At the time I could be observed by my fellow students to get up and out early enough on Sunday mornings to attend the Anglican communion service held on campus, to go to the Methodist church on Sunday afternoons/evenings and to mix with others who did likewise. They may well deduce that I was a Christian. If any of them listened to the student radio station, I could have been heard (with a group of other students) examining issues of how Christianity might work out in our lives, every Monday evening on a programme we called ‘Sunday on Monday’.

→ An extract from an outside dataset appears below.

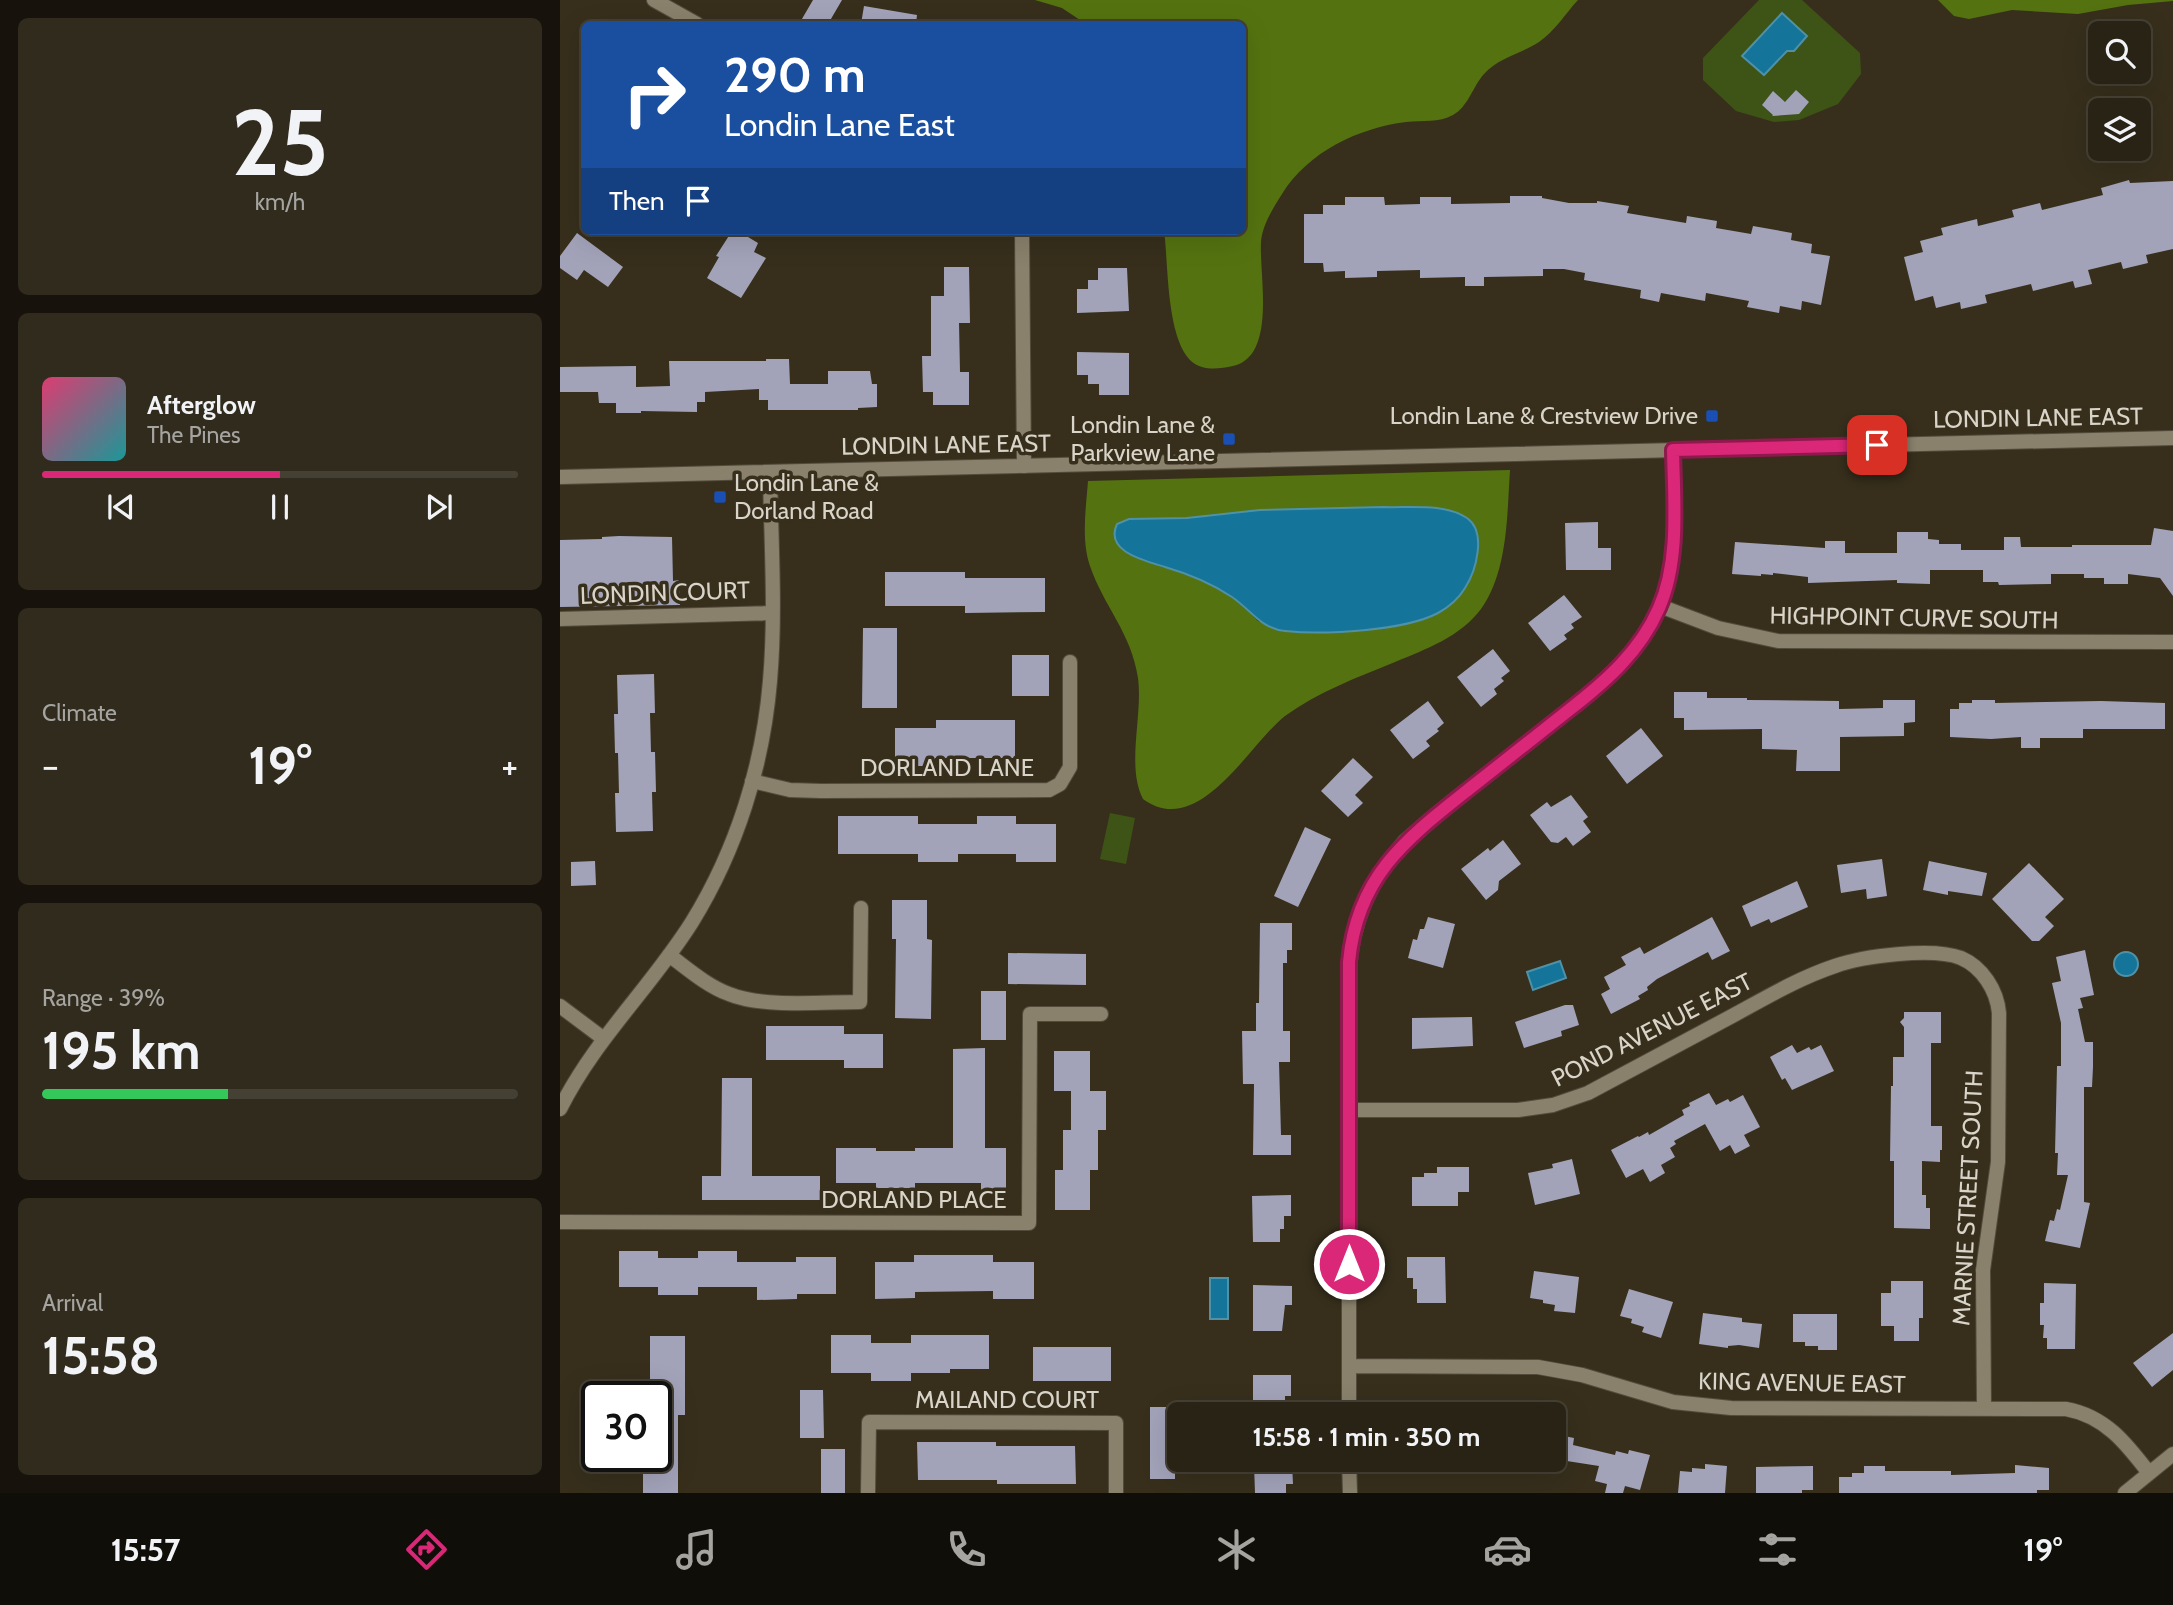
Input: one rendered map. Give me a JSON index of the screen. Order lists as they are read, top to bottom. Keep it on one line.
{"streets":{"street":["LONDIN LANE EAST","LONDIN COURT","HIGHPOINT CURVE SOUTH","DORLAND LANE","POND AVENUE EAST","MARNIE STREET SOUTH","DORLAND PLACE","KING AVENUE EAST","MAILAND COURT"]},"crossings":[["POND AVENUE EAST","MARNIE STREET SOUTH"],["MARNIE STREET SOUTH","KING AVENUE EAST"]],"places":{"transit":["Londin Lane & Crestview Drive","Londin Lane & Parkview Lane","Londin Lane & Dorland Road"]},"page":{"tile":[["25","km/h"],"Climate",["Range · 39%","195 km"],["Arrival","15:58"]],"turn":["290 m","Londin Lane East"],"then":"Then","song":["Afterglow","The Pines"],"heat":["−","19°","+"],"limit":"30","trip":"15:58 · 1 min · 350 m","tabs":["15:57","19°"]}}
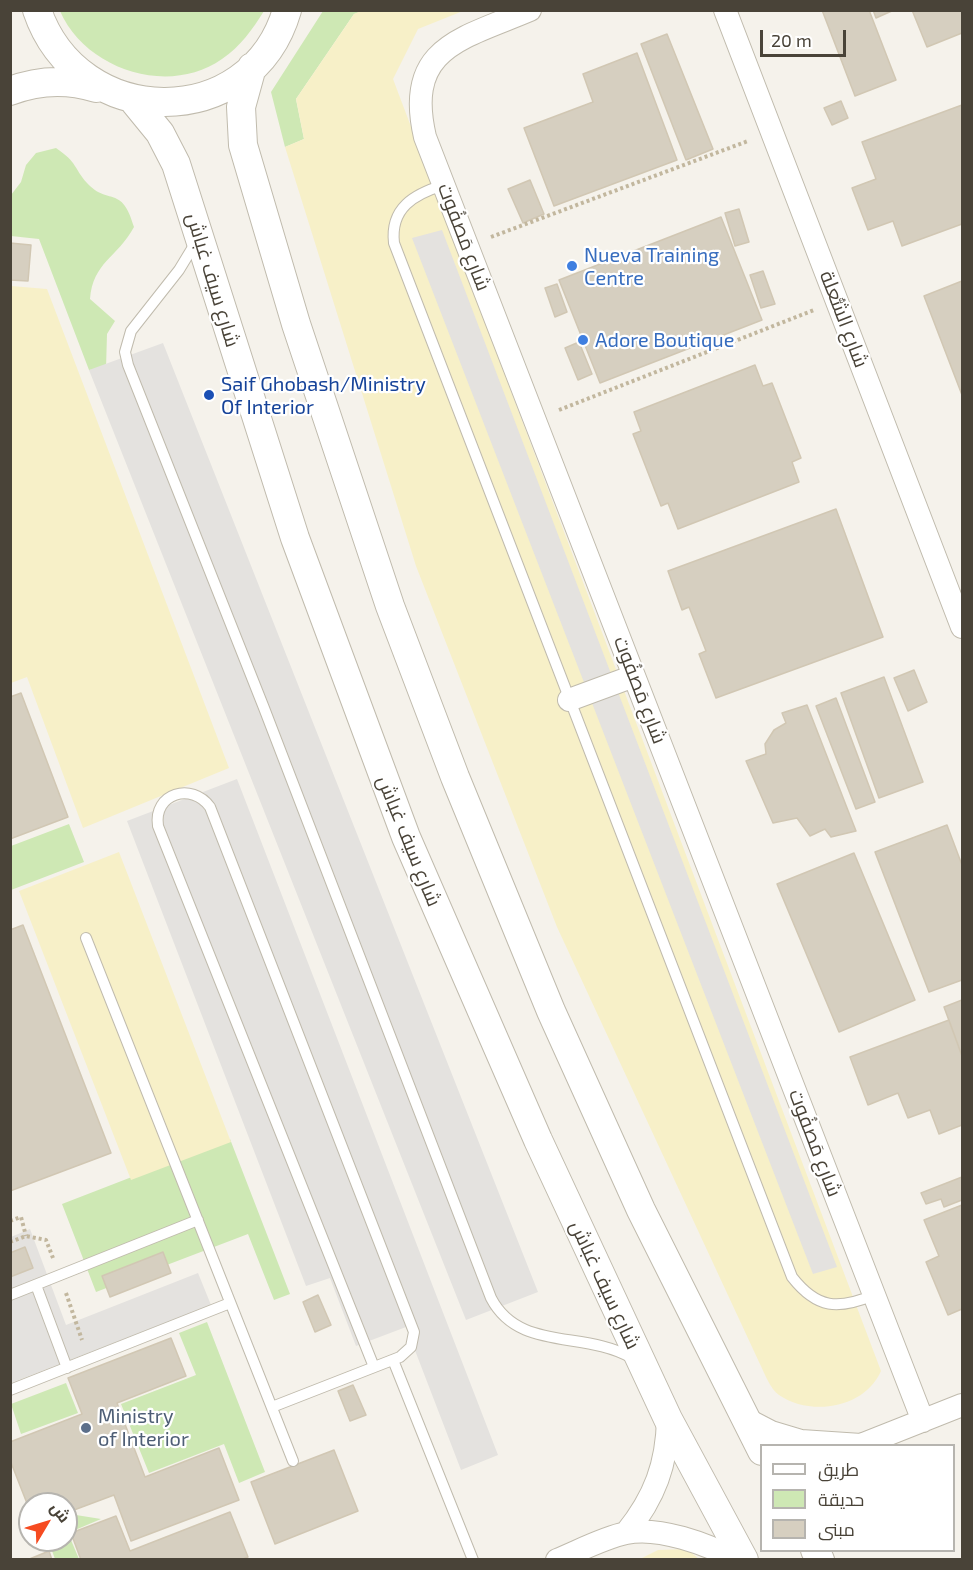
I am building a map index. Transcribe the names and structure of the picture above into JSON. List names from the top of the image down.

I was observed by the chaplains to sit firmly in my seat while everyone else received the bread and wine, to remain silent during much of the liturgy (especially the creeds) and to chat over coffee afterwards making no secret of my doubts and questions. I joined in many of the activities offered by the Student Christian societies on campus including discussion groups and a pilgrimage to Iona. To the chaplains I was, I heard, ‘a bit of a problem’.

I was seeking to work out what my commitment as a girl guide to ‘do my duty to God’ might mean in practice. Church and the Christian societies were where people were prepared to talk about God, so that was where I went.

I found a lot to think about, and a lot of questions. I learnt to sit in silence for prolonged periods. I asked God a lot of questions. Very occasionally I received a clear answer. In retrospect, I can see that answers did, gradually, become clear to me. I was very uncomfortable with the creeds. I didn’t believe most of the content and refused to lie. Others assured me that nobody believed it all, but they said it anyway. That didn’t make me any more comfortable. I could not understand the necessity of the ritual of baptism. (I was not baptised as a child, but my parents had been clear that the decision was mine should I wish to take that step.) I could not understand why the ritual of bread and wine was needed (and why it was only available to those in membership) – the words said ‘every time you do this (break bread, drink wine) do it in memory of me’ not ‘make a once a week ritual of remembering me’.

The pilgrimage to Iona helped. It exposed me to a wider variety of Christian practices and interpretations and emphasised the community aspects and the importance of living our beliefs out in practice. A Methsoc retreat in Grantham on the theme of prayer led me to a deeper understanding of the vital importance of listening as an aspect of praying, and to a meeting with an elderly member of the congregation who was actually a Quaker and who was an important influence on me. Then I read ‘Quaker by Convincement’ and kept responding ‘I agree’, ‘now I understand’, ‘me too’. I found the opportunity to attend Quaker Meeting for Worship and was immediately convinced that this was where I fitted in. Here were people trying to live out the Christian faith in practice, who spent more time listening to God than talking to God, who required no creedal statements, who regarded the rituals of baptism and the eucharist as unneccessary.

‘Are you a Christian?’ If asked today, how would I reply? I’d probably respond ‘it depends what you mean by Christian’.

If you mean ‘do I subscribe to the creeds?’ – no. If you mean ‘do I try to follow the teaching of Jesus?’ – yes, I try to. I might use the term ‘Jesus follower’. If you mean ‘do I do my best to do my duty to God’ – yes, though I am very aware that I could do better. The girl guides now say ‘to love my God’ and we’re currently consulting about the words we use and how meaningful they are to today’s girls. The change in wording (despite my quakerly qualms about any form of words) has not altered the fundamental question for me. What I want to do with my life is what God wants me to do, which may or may not mean following a ‘Christian’ path, but definitely does involve developing my understanding of what the word ‘God’ means to me and to other people. It does, currently, involve taking the life of Jesus as a example to follow. It does, fundamentally, involve listening to God, taking heed of the ‘promptings of love and truth’ , and, vitally, getting out there and doing the best I can in practical ways. It involves accepting my failures, accepting that they are forgiven, picking myself up and trying again today and every day.